EXERCISE BRIEF> Copy every line of the data that includes the string "rule".

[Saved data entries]
**********
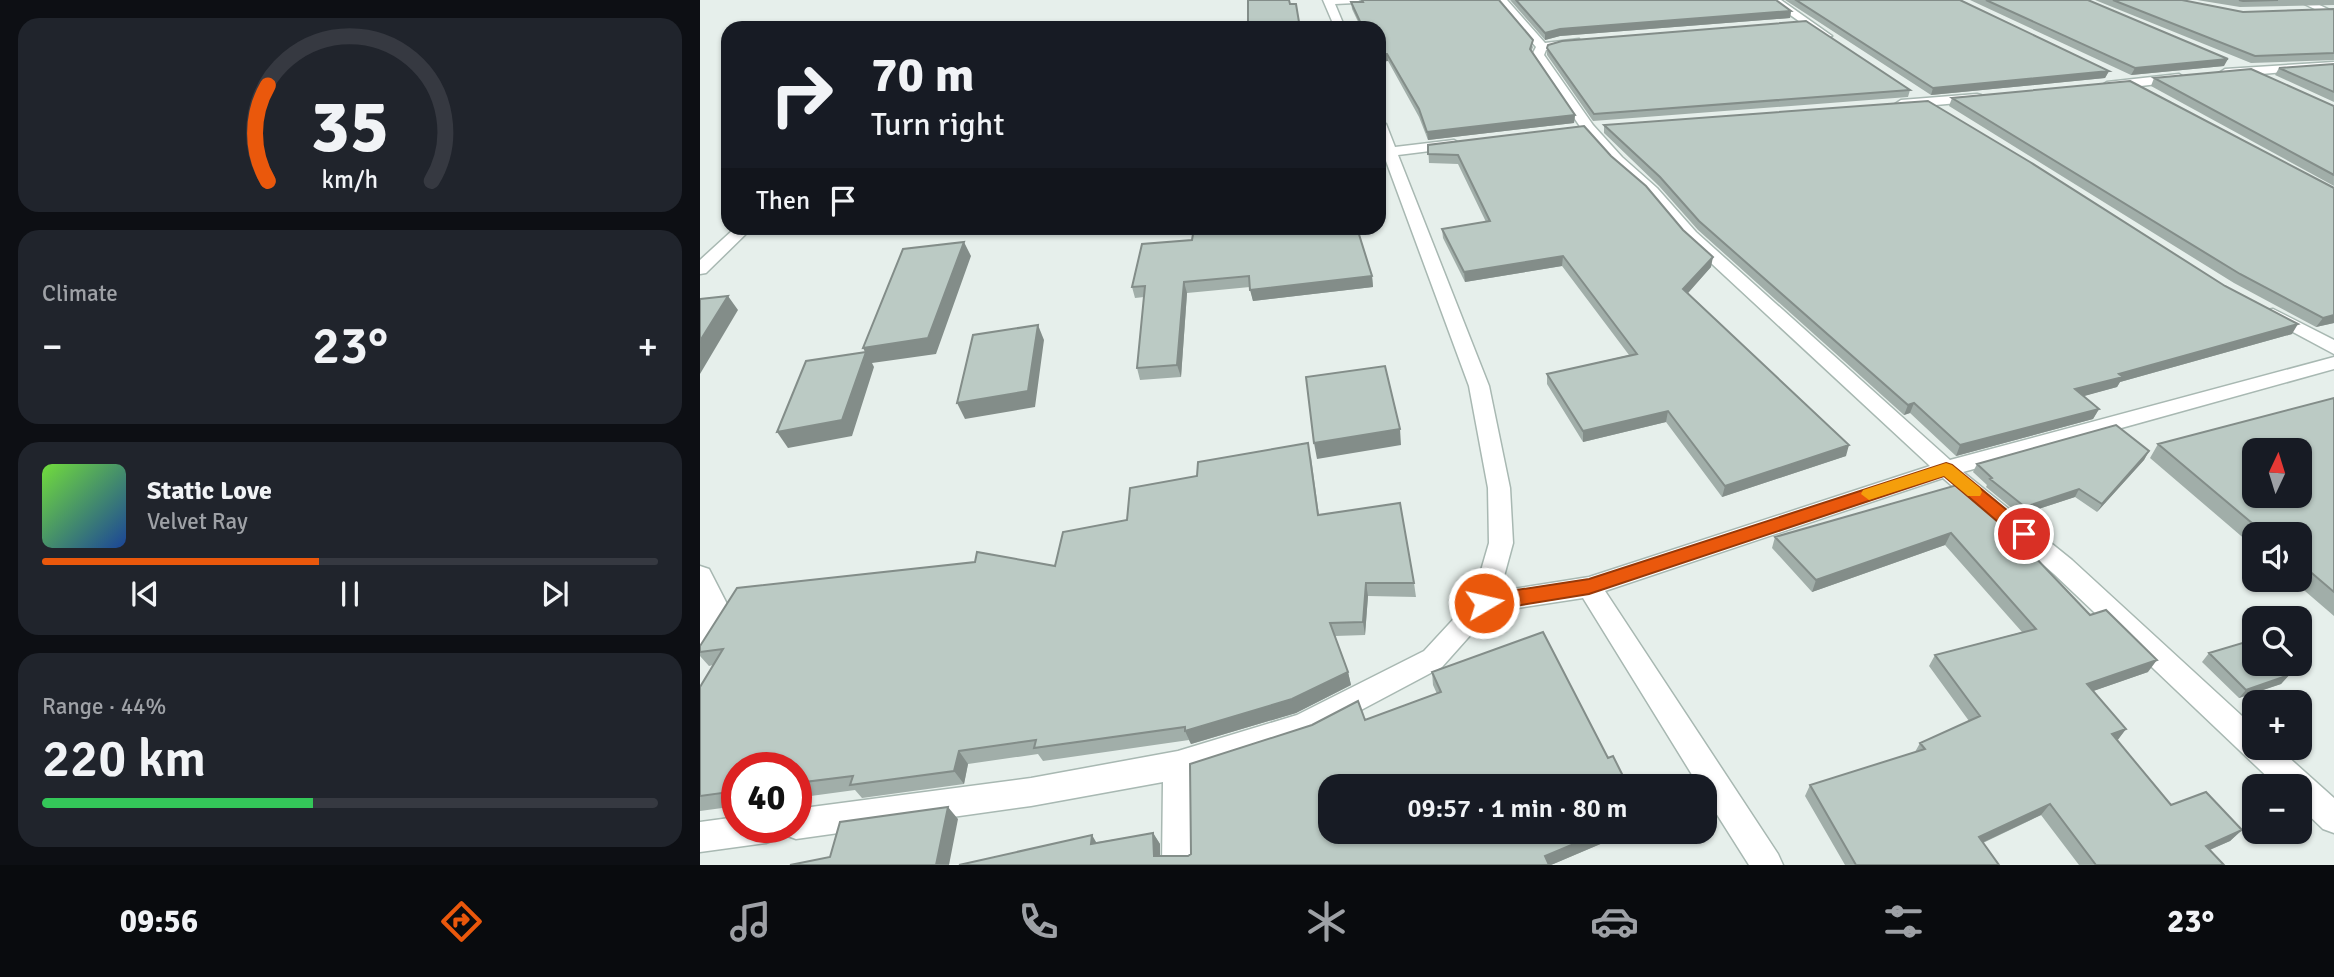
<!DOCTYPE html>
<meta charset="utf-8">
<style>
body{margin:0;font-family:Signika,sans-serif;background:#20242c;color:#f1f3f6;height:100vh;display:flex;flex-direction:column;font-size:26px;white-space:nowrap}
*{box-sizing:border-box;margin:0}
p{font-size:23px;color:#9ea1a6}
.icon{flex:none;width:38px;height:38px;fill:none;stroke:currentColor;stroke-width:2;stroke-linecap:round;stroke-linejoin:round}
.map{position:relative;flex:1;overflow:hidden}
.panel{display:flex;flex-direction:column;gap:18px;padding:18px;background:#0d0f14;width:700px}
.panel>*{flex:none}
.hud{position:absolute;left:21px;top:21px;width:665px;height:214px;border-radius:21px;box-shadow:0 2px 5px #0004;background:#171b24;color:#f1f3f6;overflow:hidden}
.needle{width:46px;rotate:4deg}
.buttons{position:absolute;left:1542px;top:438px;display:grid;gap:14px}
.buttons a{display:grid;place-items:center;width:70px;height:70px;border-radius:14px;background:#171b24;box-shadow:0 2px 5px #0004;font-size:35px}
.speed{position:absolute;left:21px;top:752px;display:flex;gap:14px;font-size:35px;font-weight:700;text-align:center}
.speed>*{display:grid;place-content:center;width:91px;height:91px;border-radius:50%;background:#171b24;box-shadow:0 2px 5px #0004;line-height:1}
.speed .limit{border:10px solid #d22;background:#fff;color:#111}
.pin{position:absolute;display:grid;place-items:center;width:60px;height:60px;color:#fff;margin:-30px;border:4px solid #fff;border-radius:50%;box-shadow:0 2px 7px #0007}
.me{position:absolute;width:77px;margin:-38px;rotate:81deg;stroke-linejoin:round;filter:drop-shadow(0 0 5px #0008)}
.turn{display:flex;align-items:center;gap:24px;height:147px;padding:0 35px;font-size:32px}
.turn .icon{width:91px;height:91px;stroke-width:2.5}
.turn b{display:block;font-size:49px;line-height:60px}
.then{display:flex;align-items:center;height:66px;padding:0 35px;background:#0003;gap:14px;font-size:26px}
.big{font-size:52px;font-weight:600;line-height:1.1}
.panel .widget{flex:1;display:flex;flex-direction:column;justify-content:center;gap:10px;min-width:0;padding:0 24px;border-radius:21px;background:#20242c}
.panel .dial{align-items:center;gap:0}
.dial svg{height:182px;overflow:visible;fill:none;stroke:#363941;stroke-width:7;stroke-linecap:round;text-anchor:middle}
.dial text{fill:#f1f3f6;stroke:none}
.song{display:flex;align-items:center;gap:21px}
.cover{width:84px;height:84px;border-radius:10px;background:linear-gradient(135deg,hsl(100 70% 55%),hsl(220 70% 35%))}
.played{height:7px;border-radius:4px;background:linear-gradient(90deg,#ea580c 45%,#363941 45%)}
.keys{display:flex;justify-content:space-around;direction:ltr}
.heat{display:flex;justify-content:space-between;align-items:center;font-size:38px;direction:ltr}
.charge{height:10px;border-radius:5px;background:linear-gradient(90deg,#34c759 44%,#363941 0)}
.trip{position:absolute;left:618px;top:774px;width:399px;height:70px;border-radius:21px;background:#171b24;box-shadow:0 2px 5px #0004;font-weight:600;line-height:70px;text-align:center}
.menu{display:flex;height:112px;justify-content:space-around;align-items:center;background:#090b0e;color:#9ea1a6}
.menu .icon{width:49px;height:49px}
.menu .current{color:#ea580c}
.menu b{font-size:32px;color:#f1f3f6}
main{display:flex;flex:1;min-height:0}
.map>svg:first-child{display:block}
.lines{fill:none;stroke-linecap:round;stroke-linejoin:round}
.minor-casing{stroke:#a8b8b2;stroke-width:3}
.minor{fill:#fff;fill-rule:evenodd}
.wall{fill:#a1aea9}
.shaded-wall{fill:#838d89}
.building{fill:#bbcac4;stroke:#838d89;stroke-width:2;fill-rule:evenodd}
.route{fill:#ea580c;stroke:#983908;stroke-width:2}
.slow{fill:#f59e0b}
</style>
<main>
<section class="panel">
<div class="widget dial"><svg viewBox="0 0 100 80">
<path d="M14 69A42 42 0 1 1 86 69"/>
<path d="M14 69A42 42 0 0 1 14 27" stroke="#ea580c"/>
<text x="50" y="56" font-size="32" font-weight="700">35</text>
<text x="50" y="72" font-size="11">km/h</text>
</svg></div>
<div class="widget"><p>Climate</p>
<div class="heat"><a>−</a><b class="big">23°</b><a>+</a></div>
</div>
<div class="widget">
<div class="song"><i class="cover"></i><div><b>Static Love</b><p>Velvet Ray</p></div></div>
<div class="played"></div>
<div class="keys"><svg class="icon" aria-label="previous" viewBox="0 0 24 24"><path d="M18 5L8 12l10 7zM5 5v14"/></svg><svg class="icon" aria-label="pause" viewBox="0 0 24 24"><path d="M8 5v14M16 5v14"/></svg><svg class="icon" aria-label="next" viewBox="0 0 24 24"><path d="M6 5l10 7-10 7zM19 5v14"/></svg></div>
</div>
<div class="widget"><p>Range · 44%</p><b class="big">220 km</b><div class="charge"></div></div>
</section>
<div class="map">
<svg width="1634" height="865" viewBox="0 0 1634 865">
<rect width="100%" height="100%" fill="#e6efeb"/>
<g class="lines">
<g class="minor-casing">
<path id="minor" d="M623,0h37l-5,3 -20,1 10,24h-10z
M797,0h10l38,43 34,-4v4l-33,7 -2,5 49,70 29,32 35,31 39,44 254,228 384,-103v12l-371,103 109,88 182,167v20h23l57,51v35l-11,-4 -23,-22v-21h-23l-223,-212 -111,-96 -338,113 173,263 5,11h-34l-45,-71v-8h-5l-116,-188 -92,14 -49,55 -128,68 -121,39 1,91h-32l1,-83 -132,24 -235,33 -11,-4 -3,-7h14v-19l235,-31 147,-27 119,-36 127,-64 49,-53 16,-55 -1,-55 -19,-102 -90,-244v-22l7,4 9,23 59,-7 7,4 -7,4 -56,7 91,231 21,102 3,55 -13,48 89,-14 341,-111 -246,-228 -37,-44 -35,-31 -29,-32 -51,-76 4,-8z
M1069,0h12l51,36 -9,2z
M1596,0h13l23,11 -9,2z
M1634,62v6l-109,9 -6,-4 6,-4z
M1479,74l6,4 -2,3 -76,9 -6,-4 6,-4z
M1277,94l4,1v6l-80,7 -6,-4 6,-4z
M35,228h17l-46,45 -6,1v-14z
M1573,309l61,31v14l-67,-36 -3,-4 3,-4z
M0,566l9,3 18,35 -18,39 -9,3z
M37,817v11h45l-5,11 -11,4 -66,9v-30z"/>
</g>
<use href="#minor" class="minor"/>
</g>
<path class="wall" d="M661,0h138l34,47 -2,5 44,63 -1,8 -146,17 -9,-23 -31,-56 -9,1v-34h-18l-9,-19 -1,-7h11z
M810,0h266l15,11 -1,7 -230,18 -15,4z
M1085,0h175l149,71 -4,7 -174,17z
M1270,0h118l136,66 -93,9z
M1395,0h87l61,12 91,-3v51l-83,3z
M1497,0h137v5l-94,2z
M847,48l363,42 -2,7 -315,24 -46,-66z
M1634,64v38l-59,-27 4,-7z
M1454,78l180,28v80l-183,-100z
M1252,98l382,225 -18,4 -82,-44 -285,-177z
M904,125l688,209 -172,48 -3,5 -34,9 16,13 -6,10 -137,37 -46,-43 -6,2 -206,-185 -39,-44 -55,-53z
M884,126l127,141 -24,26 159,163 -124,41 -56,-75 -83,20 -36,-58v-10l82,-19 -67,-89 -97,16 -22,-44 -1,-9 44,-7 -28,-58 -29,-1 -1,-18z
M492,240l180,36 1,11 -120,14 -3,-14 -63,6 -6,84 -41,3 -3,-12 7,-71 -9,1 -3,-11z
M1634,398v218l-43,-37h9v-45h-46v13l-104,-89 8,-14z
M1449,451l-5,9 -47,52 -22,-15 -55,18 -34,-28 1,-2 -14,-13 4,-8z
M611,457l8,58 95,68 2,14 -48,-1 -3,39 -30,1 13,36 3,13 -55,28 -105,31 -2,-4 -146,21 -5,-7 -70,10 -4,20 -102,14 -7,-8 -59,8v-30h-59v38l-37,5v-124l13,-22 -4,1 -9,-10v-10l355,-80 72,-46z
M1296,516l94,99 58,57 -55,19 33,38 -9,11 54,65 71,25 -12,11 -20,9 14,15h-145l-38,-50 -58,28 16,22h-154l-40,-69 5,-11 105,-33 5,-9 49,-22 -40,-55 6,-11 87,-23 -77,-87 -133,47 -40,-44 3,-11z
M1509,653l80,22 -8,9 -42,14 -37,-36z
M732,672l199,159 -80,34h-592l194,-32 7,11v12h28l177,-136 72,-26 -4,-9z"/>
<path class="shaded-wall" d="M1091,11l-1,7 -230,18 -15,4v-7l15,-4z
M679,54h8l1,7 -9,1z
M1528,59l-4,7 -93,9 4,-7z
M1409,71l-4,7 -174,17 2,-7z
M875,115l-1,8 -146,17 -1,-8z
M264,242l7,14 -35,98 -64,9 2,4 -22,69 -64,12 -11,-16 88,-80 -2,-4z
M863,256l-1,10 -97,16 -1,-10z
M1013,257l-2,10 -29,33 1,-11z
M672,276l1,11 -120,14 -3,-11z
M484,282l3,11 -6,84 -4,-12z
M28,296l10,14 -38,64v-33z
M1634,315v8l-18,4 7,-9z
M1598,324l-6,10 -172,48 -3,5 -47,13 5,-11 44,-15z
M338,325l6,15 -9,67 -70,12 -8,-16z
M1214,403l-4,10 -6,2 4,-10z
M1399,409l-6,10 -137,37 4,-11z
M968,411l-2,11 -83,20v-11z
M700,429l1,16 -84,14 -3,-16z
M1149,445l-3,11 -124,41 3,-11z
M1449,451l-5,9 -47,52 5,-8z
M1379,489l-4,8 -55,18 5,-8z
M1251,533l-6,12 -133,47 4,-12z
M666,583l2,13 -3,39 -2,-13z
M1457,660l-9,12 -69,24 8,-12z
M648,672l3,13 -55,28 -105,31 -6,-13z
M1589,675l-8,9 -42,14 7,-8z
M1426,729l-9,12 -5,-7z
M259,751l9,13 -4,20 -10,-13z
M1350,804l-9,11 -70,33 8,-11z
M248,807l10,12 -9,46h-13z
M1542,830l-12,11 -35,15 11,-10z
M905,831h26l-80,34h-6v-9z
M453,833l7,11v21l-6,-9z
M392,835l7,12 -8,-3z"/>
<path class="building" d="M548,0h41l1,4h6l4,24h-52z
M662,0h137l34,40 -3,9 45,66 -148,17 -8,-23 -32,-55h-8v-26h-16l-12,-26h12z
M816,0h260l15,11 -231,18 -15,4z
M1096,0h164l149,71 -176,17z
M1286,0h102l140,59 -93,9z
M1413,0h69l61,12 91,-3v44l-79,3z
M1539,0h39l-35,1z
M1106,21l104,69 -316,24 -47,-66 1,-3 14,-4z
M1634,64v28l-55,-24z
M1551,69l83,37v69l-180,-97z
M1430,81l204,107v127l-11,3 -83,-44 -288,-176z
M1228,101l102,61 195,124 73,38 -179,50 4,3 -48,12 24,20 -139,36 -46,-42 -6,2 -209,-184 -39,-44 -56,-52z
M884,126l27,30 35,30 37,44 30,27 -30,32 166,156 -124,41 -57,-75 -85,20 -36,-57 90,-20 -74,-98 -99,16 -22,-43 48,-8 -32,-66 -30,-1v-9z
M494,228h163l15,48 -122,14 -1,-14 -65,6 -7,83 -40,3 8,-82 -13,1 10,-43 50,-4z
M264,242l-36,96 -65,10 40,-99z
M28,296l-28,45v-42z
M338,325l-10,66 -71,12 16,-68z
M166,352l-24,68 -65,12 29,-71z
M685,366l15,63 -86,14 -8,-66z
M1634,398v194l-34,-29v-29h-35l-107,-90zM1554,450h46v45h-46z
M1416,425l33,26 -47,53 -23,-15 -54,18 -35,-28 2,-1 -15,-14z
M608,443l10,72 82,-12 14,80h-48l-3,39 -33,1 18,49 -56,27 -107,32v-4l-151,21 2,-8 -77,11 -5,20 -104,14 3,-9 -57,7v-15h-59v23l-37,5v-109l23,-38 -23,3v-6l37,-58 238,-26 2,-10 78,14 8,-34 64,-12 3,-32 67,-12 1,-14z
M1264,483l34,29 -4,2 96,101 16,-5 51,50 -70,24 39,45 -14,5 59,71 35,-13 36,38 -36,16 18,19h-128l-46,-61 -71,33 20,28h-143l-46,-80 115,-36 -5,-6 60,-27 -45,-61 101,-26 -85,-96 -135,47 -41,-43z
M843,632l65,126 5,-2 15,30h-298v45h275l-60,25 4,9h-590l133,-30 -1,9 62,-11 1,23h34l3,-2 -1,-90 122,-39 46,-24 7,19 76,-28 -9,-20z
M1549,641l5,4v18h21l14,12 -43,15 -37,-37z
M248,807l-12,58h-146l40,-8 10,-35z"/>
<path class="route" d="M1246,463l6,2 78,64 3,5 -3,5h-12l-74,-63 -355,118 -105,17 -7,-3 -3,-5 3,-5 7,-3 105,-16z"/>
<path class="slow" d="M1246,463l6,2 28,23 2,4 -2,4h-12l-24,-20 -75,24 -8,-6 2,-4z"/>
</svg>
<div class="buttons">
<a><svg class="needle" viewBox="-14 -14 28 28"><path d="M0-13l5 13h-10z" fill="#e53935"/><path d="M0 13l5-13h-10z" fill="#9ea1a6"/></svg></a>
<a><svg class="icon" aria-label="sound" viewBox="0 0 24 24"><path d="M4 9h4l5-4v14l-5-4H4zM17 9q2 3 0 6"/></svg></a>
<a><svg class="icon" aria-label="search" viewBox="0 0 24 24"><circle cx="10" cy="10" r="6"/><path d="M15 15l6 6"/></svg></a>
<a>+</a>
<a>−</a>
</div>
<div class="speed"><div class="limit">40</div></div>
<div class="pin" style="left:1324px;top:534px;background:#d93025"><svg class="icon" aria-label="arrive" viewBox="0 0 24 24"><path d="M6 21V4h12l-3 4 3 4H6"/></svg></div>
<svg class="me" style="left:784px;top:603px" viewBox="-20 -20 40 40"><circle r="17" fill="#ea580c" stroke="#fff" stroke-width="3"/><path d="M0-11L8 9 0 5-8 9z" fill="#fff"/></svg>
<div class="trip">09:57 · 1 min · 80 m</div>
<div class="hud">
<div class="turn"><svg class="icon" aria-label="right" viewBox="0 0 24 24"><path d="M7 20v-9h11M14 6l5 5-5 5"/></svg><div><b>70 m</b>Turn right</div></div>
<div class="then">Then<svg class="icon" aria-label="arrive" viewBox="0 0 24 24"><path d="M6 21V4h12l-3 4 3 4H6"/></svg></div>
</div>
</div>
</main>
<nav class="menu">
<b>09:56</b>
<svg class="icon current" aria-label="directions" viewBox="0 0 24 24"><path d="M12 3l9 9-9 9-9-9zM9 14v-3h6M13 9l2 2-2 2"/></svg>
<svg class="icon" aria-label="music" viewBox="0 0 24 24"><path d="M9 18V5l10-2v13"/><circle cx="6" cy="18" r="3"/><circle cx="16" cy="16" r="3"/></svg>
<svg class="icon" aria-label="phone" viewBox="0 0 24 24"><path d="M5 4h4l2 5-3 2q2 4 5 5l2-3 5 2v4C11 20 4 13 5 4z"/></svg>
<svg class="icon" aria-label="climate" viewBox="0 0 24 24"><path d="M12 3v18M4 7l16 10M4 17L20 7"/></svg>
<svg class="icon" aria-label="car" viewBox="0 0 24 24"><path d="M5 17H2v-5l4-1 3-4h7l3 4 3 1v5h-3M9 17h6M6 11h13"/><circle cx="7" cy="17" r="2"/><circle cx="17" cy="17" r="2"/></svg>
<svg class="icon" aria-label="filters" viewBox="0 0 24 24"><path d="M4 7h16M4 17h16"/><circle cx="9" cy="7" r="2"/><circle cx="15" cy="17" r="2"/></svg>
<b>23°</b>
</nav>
**********
EXERCISE ANSWER>
.minor{fill:#fff;fill-rule:evenodd}
.building{fill:#bbcac4;stroke:#838d89;stroke-width:2;fill-rule:evenodd}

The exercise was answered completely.